Questions by the million – the remarkable story of Ultimate questions!

ET staff writer
ET staff writer
01 January, 2010 4 min read

Questions by the million –  the remarkable story of Ultimate questions!

When he attended the 1987 Carey Ministers’ Conference held at Liverpool University, John Blanchard had with him the manuscript of a proposed evangelistic booklet, provisionally titled The Ultimate Questions.

Anxious to get feedback from a trusted friend, he asked Rev. Geoff Thomas from Aberystwyth to read it and suggest any changes that might be needed. Next morning, Geoff handed it back with the words, ‘One change: drop “The” from the title’.

John Blanchard made the change and handed the manuscript to John Rubens of Evangelical Press (now EP Books) for the publisher’s consideration. (He also teases Geoff Thomas that the change of title accounts for the booklet’s subsequent track record!)

Need

For some time, John Blanchard had been concerned about the lack of good quality, evangelistic material bridging the gap between small tracts and books of one hundred pages and more that Christians would hesitate to use in quantity and many non-Christians would find too long to read.

In giving his manuscript to the publishers he outlined his vision – to produce a booklet of not more than thirty-two pages in A5 format, printed on good quality paper, illustrated with over twenty high resolution colour pictures – and available cheaply.

The publishers understood his vision and passion, but explained that this would not be viable without external funding, as the origination costs (particularly the photographs) would cost in all around £7000.

Unless this money was forthcoming the project would have to be scaled down. John accepted their explanation and set about raising the necessary funds. Within a very short time, friends had provided these.

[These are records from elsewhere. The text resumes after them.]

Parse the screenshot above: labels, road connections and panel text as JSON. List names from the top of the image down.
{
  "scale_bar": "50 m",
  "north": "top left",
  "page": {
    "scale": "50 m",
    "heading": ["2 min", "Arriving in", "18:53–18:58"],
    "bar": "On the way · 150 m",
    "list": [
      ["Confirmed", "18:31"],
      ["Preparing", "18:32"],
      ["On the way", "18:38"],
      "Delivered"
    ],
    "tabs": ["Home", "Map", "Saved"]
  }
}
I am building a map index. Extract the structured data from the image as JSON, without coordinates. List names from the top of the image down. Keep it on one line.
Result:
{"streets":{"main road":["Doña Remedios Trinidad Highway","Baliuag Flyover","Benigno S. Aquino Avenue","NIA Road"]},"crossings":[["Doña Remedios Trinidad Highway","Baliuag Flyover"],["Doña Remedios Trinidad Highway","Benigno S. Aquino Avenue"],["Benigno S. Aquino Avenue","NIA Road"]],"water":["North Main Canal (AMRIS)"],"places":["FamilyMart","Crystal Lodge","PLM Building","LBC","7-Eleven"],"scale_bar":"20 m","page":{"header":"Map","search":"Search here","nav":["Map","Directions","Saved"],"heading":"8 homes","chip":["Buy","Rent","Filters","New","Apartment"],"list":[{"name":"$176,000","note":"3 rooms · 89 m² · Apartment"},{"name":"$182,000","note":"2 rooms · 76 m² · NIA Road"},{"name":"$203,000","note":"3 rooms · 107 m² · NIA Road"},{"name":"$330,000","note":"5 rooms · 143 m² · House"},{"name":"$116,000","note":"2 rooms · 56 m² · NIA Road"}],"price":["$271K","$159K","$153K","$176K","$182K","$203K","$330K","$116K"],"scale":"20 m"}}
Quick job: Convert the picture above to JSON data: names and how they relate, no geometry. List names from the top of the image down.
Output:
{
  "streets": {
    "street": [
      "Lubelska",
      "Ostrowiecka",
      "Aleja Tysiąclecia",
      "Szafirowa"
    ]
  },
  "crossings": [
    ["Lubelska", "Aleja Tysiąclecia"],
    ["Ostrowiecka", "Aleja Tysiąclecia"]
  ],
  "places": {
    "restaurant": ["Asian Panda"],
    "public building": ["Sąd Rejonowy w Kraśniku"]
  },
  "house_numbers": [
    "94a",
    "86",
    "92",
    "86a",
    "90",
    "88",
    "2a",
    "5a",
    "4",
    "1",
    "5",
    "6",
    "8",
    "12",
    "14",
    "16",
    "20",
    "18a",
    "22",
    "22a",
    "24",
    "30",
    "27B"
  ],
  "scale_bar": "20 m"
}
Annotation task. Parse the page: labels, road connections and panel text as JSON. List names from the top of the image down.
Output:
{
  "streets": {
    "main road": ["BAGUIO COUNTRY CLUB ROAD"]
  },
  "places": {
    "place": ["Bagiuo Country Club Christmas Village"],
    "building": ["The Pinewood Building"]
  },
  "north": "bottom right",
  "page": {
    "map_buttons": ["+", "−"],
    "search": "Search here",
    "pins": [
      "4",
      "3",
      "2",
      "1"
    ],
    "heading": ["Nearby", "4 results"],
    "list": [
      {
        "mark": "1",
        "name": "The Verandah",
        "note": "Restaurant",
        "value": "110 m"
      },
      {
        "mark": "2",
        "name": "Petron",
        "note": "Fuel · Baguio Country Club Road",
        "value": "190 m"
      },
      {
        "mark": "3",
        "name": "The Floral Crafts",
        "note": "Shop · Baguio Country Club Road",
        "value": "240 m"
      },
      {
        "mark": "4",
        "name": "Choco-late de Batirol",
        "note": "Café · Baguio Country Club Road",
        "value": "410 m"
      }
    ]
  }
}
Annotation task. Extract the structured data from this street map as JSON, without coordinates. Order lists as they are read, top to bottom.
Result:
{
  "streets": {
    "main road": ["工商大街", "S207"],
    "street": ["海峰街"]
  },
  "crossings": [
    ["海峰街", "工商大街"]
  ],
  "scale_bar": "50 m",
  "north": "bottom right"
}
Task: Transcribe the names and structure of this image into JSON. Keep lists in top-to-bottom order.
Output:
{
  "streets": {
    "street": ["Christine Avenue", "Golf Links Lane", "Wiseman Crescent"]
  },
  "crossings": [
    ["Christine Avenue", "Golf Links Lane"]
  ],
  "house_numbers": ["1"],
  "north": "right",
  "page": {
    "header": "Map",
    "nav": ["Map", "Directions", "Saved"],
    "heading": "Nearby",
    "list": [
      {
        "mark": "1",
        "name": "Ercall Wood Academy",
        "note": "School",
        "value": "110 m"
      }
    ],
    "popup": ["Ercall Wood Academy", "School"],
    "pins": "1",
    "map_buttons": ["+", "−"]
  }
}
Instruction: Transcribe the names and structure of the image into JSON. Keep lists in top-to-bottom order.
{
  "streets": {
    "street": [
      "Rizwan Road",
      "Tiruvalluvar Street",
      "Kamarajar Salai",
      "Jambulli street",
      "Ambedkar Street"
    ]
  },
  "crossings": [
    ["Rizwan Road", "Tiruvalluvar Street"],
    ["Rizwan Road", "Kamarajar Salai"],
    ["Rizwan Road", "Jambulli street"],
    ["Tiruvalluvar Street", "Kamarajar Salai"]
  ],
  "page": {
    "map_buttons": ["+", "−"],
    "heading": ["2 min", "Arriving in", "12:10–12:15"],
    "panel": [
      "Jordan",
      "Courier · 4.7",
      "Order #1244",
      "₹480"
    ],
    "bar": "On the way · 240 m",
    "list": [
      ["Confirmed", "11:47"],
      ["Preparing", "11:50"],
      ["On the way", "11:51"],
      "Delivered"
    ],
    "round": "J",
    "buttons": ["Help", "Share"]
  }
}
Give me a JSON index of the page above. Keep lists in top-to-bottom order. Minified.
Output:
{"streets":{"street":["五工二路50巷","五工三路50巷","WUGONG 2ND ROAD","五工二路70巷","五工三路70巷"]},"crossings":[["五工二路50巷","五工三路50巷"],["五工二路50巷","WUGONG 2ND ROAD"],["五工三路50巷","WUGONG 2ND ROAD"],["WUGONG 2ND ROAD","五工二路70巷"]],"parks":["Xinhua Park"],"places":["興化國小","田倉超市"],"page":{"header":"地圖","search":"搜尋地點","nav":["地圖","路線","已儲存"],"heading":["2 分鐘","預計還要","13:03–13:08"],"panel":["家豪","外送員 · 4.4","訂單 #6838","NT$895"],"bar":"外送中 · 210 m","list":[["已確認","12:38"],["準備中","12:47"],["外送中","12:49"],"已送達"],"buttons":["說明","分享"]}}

To help speed up the project, John asked a local friend, graphic artist Ken Reynolds, to help design the booklet and, just two months after the manuscript had been submitted, Ultimate Questions was published.

By a delightful coincidence, publication day was 5 March 1987, the twenty-fifth anniversary of John’s first day as a full-time evangelist.

Response

Print runs are always teasing problems for publishers, but there was such an interest in this new approach that Evangelical Press took a deep breath and had 100,000 printed. They were sold out before the printer delivered them to the publisher’s warehouse.

An immediate reprint of 250,000 was ordered, as churches began to order them by the hundred and sometimes by the thousand. John Blanchard tells Evangelical Times that when he handed over the manuscript it had not even crossed his mind that there could be interest in Ultimate Questions being translated into a foreign language. But the publisher soon began to receive requests for this to be done, and by the end of that first year it was available in French and Portuguese.

The first East European version (Polish) followed in 1988, and soon after that it was published in Afrikaans and Welsh (1989), Russian (1990) and Albanian, Romanian and Serbian (1991).

EP Books reports that 15 million copies have now been published in over 50 languages. Farsi, Scottish Gaelic,
Malayalam and Punjabi are the most recent, and it is hoped to add Bengali, Arabic and Amharic to these in the near future.

Russia has been one of the most responsive overseas countries to Ultimate Questions, with churches and para-church organisations making wide use of it. One order alone was for nearly 400,000 copies, mostly for use in an outreach effort based on a series of evangelistic articles in a secular newspaper. This saw 45,000 people respond to an invitation to receive help.

Vision

Another remarkable venture came through the vision of a retired merchant navy captain living in Antwerp and working as an evangelist to seafarers. He had the vision of placing Ultimate Questions in every home in Holland.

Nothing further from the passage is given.